Şubat 2022 Rumeysa Nalçacıoğlu A- A+
A- A+

Muhammed Emin Yıldırım Hocamızla Röportaj

1. Genç adamların tanımasını ve takip etmesini istediğimiz isimlerden birisiniz. Bize kendinizden ve çalışmalarınızdan bahseder misiniz?

Bismillahirrahmanirrahim. 1973 Erzurum Horasan doğumluyum. Horasan, Erzurum’un küçük ilçelerinden birisidir. İlk, orta ve lisenin başlangıç yıllarını orada okurken bir taraftan da medrese eğitimi aldım. 1989 yılında ise İstanbul’a geldik. O yıllarda medrese eğitimim burada devam etti. Medresedeki eğitimim tamamlanınca 1999 yılında Mısır’a gittim. 1999-2004 yılları arasında da Mısır’da Arapça ve İslami ilimleri kapsayan eğitim çalışmalarında bulundum. Hem o yıllarda hem de o yılların öncesinde İstanbul’da bir grup kardeşimizle beraber bazı yerlerde eğitim ve irşat çalışmaları başlatmıştık. 500 evlerde Hikmet Vakfı sonra derneği çatısı altında 2010 yılında ise Siyer Araştırmaları Merkezi çatısı altında hizmetlerimize başladık. Daha sonraki yıllarda da Siyer Vakfı olarak bu çalışmalar devam etti. Elhamdülillah 2010 yılından bu tarafa da İstanbul Eyüp Sultan’da Siyer Vakfı çatısı altında hizmetlerimiz devam ediyor. Tabi o yıllarda başlayan yazı ve eğitim çalışmalarımız birçok eserin ve kitabın ortaya çıkmasına vesile oldu. Şu anda bir taraftan öğrenci çalışmaları, bir taraftan halk irşadı, bir taraftan da yayın faaliyetlerimiz devam ediyor. İnşallah Cenab-ı Hak son nefesimize kadar bu güzel hizmetten bizi ayırmasın diye dua ediyoruz.

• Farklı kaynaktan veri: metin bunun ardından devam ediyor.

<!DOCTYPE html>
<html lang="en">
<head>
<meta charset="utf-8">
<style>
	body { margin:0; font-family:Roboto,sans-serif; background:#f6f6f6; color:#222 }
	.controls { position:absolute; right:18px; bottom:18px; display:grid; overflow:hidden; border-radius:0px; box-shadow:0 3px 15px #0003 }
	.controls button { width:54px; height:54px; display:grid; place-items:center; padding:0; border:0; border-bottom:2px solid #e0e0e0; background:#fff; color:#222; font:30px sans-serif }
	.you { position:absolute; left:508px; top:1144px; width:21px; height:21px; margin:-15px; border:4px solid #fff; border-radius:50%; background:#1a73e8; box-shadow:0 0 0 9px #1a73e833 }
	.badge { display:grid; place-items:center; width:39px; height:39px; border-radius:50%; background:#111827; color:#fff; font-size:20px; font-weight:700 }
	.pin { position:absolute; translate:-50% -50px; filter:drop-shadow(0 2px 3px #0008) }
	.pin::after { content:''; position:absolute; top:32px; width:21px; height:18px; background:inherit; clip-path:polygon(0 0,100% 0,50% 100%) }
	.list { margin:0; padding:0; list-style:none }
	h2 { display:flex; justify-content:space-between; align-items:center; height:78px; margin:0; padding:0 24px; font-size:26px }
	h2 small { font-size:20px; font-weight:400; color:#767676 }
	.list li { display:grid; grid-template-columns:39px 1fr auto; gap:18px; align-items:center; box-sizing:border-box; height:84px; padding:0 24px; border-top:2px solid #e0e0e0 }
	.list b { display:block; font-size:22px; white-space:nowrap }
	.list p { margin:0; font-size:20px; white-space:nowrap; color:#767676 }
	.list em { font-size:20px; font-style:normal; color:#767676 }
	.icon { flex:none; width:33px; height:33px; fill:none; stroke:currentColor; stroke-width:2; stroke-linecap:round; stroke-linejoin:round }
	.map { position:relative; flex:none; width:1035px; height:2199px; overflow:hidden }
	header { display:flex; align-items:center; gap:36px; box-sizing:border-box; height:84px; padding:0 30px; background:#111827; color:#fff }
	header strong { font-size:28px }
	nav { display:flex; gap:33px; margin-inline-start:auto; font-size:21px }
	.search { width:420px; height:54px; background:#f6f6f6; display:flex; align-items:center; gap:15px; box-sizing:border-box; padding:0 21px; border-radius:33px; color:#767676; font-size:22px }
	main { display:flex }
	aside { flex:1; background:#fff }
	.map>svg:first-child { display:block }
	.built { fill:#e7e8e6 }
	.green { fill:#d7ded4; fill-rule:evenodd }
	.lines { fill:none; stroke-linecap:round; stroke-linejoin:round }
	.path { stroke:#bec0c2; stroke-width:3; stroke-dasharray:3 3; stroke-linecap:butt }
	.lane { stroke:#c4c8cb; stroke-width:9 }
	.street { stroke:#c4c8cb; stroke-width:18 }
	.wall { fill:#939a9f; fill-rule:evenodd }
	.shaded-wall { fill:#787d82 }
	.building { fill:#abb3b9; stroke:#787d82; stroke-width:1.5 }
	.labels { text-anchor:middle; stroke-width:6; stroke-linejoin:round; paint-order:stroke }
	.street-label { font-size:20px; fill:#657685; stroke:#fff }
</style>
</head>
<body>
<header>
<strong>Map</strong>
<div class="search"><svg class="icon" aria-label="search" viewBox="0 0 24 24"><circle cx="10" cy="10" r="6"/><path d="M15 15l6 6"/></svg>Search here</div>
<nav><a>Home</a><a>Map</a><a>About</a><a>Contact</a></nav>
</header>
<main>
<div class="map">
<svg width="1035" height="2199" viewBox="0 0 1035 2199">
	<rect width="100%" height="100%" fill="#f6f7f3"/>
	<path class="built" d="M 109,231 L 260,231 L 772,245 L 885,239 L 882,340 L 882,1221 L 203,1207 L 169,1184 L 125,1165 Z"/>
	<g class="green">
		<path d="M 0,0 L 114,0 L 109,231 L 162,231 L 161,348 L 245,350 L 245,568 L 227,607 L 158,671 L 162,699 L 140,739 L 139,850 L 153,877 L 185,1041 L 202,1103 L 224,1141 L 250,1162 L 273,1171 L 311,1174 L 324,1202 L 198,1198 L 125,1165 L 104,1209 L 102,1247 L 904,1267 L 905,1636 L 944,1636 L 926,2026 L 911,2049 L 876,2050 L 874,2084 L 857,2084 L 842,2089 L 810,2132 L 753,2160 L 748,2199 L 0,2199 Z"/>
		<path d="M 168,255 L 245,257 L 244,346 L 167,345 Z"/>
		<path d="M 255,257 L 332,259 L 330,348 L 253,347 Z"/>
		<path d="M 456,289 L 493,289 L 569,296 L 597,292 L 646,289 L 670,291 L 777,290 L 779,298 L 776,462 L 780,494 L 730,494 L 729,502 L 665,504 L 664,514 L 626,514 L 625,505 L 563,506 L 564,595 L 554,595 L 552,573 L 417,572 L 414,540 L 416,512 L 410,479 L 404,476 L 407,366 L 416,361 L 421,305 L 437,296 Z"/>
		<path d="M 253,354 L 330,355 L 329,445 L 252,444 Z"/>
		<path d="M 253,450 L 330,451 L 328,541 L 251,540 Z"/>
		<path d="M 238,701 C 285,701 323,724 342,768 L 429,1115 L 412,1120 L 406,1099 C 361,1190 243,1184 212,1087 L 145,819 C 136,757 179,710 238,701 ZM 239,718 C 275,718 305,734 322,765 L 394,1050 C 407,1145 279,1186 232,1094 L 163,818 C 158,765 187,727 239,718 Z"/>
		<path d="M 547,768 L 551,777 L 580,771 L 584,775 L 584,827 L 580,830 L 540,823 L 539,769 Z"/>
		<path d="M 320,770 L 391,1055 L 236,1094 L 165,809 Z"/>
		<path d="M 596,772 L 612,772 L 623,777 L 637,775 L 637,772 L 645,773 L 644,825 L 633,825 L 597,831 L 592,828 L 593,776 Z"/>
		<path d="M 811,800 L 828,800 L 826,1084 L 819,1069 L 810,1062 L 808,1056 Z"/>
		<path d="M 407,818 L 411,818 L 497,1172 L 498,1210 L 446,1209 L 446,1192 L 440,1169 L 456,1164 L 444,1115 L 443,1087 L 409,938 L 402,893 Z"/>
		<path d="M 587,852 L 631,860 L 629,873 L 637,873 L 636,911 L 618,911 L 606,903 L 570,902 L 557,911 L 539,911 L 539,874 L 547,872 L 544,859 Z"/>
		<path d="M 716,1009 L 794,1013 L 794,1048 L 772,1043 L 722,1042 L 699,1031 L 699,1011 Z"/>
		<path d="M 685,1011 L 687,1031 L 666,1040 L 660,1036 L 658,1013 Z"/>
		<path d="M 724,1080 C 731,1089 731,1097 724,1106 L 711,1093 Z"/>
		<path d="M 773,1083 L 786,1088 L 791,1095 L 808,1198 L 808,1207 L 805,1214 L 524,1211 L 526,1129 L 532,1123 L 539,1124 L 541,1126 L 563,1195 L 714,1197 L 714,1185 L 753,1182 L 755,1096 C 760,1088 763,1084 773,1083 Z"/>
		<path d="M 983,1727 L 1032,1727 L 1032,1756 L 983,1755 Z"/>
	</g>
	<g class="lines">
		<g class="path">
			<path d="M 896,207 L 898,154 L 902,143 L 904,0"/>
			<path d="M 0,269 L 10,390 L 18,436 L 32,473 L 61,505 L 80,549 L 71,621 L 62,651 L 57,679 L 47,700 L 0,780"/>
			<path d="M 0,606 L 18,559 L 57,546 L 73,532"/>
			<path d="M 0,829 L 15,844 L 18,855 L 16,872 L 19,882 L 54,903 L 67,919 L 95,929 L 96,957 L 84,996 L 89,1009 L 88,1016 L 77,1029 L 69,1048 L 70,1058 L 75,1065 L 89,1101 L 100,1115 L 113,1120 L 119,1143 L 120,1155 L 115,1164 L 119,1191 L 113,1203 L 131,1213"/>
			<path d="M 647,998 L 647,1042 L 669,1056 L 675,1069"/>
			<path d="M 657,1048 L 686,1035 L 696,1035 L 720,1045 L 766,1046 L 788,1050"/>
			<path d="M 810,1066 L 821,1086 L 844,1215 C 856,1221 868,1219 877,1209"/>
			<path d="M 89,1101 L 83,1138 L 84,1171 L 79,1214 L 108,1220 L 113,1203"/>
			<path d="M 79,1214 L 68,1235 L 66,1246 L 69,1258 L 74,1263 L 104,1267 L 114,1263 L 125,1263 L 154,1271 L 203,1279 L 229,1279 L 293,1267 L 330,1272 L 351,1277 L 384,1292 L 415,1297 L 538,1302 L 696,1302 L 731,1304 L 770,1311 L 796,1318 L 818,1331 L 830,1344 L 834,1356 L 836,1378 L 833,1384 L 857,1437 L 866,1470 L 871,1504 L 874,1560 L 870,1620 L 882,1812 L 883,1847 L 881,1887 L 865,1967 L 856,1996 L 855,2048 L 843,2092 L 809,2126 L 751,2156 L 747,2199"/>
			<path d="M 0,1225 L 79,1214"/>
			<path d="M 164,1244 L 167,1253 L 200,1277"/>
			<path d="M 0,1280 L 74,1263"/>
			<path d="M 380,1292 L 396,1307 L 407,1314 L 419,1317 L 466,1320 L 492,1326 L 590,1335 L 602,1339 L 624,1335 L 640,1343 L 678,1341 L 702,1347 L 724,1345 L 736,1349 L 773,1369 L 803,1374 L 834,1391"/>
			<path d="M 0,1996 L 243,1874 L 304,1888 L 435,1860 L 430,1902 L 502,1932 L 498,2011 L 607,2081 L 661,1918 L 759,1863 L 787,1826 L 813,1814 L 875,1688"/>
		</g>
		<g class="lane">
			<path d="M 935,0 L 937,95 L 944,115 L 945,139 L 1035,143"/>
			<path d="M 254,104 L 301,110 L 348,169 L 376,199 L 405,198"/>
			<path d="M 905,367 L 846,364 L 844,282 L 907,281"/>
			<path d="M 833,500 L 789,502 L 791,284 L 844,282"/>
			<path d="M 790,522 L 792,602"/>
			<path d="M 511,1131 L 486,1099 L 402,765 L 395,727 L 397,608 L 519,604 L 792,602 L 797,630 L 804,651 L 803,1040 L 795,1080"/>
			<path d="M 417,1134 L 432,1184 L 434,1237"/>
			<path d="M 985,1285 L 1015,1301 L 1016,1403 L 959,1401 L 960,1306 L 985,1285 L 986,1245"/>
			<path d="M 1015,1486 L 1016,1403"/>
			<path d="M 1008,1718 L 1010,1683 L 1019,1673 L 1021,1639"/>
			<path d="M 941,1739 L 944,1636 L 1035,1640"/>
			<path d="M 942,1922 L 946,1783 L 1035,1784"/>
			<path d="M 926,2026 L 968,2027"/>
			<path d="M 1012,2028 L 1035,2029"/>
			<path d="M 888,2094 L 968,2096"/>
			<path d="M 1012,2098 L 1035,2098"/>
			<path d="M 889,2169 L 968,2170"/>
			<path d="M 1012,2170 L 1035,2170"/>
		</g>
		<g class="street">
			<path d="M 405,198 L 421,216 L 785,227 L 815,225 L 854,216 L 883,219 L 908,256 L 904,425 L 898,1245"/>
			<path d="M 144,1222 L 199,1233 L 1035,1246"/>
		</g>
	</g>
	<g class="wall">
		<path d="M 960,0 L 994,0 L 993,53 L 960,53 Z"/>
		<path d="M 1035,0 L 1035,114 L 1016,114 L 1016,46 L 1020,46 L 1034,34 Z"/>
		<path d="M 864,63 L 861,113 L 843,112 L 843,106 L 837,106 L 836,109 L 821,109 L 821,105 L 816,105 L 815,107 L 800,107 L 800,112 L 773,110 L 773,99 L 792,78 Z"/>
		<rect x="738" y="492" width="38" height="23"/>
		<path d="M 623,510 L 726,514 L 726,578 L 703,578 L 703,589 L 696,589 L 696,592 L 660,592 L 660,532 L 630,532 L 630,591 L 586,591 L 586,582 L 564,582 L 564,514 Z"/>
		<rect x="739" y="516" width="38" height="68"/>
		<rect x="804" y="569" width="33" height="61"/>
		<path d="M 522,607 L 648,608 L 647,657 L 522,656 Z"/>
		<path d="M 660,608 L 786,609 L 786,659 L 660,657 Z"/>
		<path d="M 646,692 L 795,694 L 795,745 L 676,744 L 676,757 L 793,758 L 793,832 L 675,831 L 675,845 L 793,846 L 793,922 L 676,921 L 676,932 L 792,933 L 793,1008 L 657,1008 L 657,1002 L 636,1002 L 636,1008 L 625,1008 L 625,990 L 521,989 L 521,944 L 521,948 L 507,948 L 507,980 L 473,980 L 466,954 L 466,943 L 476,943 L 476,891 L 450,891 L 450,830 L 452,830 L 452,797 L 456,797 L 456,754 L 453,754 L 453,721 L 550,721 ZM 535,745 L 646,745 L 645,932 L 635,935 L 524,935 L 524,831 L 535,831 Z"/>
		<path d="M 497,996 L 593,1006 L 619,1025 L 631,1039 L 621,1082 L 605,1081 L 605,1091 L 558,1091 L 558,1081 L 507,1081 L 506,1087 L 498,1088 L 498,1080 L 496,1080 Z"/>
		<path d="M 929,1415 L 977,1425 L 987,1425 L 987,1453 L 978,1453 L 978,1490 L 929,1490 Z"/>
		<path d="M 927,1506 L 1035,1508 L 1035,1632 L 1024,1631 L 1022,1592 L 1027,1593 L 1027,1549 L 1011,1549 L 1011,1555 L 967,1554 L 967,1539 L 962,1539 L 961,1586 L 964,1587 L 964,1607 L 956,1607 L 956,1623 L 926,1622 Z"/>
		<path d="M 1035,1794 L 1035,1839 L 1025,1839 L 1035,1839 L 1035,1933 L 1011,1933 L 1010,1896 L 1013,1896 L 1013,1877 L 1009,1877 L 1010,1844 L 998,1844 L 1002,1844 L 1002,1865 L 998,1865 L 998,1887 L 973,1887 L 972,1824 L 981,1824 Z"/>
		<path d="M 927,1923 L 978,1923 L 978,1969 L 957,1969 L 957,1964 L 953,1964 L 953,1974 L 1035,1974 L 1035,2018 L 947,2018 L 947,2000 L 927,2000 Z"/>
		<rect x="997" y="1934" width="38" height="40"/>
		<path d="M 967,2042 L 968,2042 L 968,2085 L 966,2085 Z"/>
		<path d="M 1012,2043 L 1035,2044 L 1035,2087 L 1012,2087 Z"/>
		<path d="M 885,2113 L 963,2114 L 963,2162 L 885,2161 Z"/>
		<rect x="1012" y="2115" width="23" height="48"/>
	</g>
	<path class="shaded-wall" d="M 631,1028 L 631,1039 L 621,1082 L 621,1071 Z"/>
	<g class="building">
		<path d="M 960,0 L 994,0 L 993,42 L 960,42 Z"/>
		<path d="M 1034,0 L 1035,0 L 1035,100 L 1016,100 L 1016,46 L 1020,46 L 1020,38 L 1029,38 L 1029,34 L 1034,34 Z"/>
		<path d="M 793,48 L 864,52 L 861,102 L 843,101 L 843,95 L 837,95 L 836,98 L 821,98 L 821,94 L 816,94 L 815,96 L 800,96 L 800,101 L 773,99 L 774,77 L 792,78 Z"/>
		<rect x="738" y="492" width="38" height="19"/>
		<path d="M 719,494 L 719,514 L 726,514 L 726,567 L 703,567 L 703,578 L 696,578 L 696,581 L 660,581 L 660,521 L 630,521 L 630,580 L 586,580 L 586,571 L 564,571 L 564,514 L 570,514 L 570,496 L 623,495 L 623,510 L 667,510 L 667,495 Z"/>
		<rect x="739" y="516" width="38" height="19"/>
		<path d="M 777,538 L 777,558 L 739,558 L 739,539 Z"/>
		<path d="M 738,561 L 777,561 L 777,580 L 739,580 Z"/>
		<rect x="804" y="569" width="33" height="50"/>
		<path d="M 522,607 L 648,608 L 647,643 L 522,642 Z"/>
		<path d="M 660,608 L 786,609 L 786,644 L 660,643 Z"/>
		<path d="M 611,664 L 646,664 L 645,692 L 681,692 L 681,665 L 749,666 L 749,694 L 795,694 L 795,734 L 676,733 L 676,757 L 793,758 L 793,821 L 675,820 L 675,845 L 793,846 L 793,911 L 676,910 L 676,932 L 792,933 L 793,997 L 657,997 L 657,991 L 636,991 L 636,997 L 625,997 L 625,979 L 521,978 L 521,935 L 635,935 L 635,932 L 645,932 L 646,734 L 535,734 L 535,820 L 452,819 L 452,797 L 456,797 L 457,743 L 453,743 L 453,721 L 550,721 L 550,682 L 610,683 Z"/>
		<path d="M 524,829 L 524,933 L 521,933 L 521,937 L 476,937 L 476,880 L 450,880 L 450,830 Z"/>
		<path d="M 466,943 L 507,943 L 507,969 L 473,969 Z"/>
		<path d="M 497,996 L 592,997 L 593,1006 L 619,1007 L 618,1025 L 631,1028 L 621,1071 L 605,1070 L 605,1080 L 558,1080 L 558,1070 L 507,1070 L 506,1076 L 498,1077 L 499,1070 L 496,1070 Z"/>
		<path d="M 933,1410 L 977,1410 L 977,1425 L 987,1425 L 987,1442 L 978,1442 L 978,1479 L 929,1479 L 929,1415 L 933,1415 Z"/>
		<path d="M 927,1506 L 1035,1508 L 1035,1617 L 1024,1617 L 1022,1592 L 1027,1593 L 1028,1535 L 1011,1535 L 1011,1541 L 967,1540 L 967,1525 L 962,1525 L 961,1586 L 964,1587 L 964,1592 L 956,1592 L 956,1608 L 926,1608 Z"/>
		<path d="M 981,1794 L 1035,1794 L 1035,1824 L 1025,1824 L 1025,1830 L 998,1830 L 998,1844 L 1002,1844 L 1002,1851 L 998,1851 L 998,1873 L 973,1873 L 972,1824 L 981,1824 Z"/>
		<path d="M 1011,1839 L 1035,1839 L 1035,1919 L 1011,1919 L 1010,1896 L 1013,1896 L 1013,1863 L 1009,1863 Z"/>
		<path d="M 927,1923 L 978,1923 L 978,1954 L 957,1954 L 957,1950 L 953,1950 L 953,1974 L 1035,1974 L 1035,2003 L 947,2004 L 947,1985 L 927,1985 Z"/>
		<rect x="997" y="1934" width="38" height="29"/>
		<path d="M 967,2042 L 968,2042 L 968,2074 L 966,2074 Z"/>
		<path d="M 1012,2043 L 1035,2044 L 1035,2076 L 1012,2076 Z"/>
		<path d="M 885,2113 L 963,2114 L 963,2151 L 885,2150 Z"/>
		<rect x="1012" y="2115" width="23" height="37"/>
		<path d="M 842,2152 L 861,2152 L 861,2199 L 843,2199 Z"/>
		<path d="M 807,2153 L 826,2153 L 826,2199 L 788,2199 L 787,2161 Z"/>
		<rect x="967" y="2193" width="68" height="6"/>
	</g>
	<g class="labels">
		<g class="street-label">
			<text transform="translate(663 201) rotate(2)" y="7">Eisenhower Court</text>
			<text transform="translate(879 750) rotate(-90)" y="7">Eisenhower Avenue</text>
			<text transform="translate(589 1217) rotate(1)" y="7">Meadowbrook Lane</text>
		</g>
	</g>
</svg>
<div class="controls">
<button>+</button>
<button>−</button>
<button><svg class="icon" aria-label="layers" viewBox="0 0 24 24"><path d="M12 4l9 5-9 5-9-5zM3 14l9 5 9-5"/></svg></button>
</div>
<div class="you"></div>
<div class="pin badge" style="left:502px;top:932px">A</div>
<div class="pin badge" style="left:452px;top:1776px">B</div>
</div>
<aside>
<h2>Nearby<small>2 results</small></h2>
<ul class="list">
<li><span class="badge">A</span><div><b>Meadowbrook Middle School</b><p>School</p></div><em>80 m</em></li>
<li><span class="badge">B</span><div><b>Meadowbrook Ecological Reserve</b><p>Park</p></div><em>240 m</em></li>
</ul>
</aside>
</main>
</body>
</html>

2. Her kavrama yapıldığı gibi kardeşlik kavramımızın da içi boşaltıldı. Bu kavrama asıl manasını yeniden nasıl yükleyebiliriz?

Soruda da aslında bir ıstırap ifade ediliyor. Mesela cihad kavramı gibi, şehadet kavramı gibi, tağut kavramı gibi birçok kavramımızın içi boşaltıldı. Belki bu modern dünyanın ve modern zamanın bize verdiği en büyük zarar da kavramlarımızı elimizden alması ve içini boşaltması oluyor. Bu içi boşaltılan kavramlardan birisi de kardeşlik kavramı. Dilimizde çokça yer alan ama hayatlarımızda olmayan bir kavram kardeşlik. Kardeşlik dediğimiz şey İslam toplumunun teminatıdır. Bir İslam toplumundan bahsedeceksek zemininde kardeşlik vardır. Gerçek manada İslam toplumu ve İslam cemaati o kardeşliğin üzerine bina edilir.

Aleyhisselam Efendimiz cahiliyenin o karanlık çağını Asr-ı Saadet’e çevirirken bunu iki şeyle yaptı. Birincisi imanı anlattı, insanları imana davet etti ikincisi de imana davet ettiği o insanlar arasında bir muahat yani kardeşlik tesis etti. Muahat deyince sadece Ensar Muhacir kardeşliği olarak aklımıza gelmemeli. Çünkü o işin Medine ayağıdır. Ama Efendimiz Aleyhisselam Mekke’de iken Dar’ul Erkam’dan önce, Dar’ul Erkam’da ve Dar’ul Erkam’dan sonra sahabeyi adeta birbirine zimmetledi. Birbirleriyle o kardeşlik meselesini çok ciddi bir biçimde anlamaları için onlara öğretti ve bunun talimini verdi. Neden? Çünkü Aleyhisselam Efendimiz şunu çok iyi biliyordu; Kur’an O’na iniyor ve Kur’an bunu söylüyordu.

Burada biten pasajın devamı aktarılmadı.